A single number is the whole answer: the count of lines in these entries that hold "tools".

--- START ---

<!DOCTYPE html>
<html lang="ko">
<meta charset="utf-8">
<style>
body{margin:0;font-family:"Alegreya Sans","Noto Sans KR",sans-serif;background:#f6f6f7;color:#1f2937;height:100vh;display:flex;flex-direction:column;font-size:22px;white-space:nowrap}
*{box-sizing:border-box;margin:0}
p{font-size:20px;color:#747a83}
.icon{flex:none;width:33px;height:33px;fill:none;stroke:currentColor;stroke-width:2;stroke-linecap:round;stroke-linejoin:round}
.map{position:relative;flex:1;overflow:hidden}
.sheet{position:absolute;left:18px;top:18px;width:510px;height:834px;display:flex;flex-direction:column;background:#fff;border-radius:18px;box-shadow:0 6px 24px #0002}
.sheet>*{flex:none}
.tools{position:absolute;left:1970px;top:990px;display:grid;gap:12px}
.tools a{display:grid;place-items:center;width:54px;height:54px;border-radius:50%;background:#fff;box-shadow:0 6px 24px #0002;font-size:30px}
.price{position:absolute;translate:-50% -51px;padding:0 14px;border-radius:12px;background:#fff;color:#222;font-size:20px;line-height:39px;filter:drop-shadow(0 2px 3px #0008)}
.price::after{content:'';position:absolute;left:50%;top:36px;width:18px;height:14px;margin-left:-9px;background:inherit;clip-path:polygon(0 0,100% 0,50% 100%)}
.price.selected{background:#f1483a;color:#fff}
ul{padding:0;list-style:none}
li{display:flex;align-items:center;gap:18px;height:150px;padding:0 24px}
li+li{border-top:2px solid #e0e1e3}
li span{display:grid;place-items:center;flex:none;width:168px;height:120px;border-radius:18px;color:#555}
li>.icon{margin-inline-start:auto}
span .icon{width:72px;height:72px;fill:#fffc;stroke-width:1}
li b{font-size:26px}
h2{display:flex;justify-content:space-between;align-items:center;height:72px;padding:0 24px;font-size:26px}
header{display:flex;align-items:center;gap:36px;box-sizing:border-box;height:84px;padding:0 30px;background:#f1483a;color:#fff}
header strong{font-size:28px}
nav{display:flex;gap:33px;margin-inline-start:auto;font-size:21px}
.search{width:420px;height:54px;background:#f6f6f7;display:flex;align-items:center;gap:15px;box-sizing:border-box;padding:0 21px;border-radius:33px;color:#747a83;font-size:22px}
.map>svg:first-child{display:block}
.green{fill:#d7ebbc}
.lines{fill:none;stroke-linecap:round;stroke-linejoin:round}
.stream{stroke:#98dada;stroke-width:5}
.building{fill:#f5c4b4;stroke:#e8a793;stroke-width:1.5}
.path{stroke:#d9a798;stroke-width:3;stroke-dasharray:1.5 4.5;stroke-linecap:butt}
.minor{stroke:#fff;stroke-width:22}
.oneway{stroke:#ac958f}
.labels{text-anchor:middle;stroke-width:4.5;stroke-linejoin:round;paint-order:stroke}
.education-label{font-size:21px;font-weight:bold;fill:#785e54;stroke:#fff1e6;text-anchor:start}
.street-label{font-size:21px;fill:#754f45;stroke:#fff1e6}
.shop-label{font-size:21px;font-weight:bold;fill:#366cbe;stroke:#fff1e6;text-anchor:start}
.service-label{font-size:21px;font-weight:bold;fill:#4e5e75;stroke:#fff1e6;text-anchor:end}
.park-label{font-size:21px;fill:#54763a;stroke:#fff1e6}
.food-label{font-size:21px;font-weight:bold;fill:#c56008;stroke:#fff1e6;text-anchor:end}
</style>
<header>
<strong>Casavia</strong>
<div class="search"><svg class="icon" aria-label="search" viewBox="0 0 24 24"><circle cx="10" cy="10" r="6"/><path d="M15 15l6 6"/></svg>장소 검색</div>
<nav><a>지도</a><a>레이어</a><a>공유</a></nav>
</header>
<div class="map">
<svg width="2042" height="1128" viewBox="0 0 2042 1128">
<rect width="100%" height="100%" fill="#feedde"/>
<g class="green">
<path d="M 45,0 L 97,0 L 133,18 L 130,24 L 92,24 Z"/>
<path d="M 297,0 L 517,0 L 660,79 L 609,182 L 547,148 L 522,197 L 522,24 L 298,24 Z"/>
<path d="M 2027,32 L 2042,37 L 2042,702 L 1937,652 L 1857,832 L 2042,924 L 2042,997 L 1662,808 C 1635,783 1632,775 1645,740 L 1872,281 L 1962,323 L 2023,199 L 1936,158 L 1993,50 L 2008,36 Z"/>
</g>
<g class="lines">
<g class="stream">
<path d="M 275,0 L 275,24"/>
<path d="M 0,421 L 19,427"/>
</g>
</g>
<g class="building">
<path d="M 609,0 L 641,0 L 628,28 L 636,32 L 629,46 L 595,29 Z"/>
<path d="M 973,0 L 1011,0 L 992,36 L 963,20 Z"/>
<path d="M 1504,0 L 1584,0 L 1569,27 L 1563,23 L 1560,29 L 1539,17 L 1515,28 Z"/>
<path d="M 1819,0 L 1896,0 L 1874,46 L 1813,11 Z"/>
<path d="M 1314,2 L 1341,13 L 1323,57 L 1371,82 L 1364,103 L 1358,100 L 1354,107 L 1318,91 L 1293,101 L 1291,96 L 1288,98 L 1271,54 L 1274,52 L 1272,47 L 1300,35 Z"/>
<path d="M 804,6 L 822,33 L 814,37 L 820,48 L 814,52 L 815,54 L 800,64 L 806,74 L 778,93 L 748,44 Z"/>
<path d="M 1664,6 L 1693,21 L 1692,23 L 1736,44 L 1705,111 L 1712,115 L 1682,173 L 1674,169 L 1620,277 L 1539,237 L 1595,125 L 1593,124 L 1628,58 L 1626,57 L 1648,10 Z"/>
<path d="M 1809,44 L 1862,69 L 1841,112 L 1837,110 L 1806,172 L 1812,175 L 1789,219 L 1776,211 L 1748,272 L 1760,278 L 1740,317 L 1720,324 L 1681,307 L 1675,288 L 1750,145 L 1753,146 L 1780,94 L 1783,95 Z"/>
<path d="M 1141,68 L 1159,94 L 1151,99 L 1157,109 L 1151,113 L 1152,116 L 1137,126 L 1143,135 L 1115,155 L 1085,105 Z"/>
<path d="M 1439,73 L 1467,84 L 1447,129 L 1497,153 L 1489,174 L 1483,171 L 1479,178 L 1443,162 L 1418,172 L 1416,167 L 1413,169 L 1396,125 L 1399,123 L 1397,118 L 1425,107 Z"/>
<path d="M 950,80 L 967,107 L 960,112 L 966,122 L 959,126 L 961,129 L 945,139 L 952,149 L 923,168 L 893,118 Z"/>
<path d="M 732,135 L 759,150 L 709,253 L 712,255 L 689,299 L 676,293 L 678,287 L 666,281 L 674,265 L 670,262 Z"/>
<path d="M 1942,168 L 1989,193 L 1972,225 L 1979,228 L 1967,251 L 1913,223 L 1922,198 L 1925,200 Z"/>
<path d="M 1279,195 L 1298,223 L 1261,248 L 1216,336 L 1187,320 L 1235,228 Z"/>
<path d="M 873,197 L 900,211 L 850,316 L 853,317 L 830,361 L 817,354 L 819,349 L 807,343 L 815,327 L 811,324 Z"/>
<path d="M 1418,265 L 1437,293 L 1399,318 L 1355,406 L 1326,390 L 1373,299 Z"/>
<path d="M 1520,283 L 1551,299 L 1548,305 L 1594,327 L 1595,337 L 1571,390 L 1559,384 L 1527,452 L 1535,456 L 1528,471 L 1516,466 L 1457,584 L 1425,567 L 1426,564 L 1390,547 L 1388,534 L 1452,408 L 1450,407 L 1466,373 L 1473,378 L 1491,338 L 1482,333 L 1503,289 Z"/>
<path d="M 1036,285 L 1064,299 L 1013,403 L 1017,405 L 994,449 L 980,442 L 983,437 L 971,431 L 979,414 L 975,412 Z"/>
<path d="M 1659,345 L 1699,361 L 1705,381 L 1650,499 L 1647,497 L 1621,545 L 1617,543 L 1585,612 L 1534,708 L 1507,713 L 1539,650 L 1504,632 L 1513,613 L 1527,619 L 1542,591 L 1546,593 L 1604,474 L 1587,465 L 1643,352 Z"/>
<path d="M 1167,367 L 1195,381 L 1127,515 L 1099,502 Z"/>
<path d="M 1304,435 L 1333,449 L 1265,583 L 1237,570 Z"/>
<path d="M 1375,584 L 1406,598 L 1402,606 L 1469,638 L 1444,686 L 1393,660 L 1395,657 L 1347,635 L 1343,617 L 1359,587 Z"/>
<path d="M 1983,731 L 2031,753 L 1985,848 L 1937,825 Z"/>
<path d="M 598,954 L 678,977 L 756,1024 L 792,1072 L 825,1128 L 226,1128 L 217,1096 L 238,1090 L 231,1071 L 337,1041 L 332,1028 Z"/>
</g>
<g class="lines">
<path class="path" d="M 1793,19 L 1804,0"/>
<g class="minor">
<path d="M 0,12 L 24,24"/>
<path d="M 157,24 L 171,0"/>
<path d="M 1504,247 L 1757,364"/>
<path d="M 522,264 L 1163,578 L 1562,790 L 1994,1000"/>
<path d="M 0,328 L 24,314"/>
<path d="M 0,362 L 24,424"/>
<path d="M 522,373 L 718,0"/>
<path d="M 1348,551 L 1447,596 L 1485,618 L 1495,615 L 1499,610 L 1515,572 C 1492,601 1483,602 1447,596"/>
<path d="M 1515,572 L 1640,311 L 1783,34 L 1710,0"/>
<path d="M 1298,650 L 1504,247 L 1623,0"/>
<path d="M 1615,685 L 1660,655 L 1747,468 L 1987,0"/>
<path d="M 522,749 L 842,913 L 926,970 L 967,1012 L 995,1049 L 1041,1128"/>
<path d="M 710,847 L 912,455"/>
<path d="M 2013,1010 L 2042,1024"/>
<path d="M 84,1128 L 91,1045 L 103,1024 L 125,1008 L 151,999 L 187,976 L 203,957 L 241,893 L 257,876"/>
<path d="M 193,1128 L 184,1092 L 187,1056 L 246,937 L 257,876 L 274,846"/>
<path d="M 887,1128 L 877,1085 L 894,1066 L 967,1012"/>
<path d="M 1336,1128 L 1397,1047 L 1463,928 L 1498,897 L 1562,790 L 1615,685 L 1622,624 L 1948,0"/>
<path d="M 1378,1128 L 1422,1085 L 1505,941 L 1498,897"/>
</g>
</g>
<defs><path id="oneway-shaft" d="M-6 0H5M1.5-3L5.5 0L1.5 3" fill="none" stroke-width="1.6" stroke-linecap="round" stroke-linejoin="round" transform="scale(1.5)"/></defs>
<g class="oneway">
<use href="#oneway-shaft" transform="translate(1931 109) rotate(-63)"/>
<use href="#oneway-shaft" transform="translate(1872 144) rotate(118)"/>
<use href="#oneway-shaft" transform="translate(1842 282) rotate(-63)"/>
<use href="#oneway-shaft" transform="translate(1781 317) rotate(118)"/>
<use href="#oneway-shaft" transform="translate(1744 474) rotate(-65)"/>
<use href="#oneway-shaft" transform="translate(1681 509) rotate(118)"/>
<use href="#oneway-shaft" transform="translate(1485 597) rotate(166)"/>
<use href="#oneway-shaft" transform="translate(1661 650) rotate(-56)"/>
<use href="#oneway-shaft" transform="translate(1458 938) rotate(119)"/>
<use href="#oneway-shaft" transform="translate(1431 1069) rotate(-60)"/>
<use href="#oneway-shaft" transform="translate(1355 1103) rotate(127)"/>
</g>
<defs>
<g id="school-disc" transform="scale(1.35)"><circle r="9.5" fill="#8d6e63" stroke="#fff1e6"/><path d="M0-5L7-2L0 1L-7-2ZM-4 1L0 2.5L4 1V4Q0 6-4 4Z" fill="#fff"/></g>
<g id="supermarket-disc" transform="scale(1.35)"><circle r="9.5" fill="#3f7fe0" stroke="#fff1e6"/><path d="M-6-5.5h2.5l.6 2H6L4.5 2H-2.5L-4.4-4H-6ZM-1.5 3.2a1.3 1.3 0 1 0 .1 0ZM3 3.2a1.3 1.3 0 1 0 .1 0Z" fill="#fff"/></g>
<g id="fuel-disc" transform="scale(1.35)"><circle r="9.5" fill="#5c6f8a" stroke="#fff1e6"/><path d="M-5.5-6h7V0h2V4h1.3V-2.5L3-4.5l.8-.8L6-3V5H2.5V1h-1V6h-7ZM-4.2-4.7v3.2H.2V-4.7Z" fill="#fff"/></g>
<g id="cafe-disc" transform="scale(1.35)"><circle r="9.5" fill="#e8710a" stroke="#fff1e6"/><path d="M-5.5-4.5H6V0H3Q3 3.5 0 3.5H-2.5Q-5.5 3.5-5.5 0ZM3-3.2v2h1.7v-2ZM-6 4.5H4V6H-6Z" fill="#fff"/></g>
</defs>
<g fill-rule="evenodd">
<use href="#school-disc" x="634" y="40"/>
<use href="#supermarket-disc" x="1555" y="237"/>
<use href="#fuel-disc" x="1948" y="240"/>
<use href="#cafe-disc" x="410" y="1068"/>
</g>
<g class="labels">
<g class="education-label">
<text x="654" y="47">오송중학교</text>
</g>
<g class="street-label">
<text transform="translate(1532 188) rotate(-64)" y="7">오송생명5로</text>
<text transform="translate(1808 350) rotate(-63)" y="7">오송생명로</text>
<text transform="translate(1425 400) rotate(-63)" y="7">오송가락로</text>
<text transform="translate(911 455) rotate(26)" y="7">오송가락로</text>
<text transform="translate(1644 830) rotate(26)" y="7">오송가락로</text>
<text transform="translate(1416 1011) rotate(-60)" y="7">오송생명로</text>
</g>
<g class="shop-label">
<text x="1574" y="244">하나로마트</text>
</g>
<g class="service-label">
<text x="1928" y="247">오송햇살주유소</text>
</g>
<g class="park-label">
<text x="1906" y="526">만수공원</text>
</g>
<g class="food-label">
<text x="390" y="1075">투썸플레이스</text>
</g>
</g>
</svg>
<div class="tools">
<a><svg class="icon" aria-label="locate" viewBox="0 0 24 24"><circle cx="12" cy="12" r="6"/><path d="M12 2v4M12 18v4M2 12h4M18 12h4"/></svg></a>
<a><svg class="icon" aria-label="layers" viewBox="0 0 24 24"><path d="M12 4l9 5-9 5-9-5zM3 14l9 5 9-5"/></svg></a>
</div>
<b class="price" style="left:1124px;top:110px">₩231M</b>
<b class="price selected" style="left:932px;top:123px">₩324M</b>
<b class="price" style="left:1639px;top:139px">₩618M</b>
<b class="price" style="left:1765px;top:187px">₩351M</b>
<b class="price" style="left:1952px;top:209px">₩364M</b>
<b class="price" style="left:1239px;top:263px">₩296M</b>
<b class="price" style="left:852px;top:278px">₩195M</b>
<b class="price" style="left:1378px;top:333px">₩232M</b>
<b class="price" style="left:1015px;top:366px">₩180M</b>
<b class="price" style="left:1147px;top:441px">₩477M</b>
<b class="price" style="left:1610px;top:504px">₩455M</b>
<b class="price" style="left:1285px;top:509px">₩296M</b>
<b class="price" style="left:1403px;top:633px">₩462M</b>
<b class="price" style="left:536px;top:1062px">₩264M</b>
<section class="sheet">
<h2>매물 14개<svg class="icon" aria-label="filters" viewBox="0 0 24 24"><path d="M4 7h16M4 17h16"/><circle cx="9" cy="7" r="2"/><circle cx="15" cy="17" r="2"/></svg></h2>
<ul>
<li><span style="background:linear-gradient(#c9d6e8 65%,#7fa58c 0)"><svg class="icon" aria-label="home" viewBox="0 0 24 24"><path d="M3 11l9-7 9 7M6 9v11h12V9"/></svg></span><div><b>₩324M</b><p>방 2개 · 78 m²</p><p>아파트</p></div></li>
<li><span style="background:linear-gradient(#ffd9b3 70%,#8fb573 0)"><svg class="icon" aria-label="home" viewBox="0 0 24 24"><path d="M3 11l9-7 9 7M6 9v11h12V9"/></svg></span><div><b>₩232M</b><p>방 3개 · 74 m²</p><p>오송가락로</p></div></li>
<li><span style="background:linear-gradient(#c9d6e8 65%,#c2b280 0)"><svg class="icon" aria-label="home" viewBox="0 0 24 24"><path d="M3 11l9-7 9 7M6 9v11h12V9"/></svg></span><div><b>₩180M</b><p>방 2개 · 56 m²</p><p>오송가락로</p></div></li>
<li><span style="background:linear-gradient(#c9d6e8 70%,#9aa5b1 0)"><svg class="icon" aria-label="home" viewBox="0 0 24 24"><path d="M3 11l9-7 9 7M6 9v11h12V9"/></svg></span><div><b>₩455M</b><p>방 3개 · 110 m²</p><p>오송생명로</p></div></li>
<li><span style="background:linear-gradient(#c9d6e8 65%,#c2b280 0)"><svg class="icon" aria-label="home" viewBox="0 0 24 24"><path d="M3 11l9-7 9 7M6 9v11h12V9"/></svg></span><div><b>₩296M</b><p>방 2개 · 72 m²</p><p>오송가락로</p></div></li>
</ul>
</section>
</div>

--- END ---

=== EXERCISE RESULT ===
3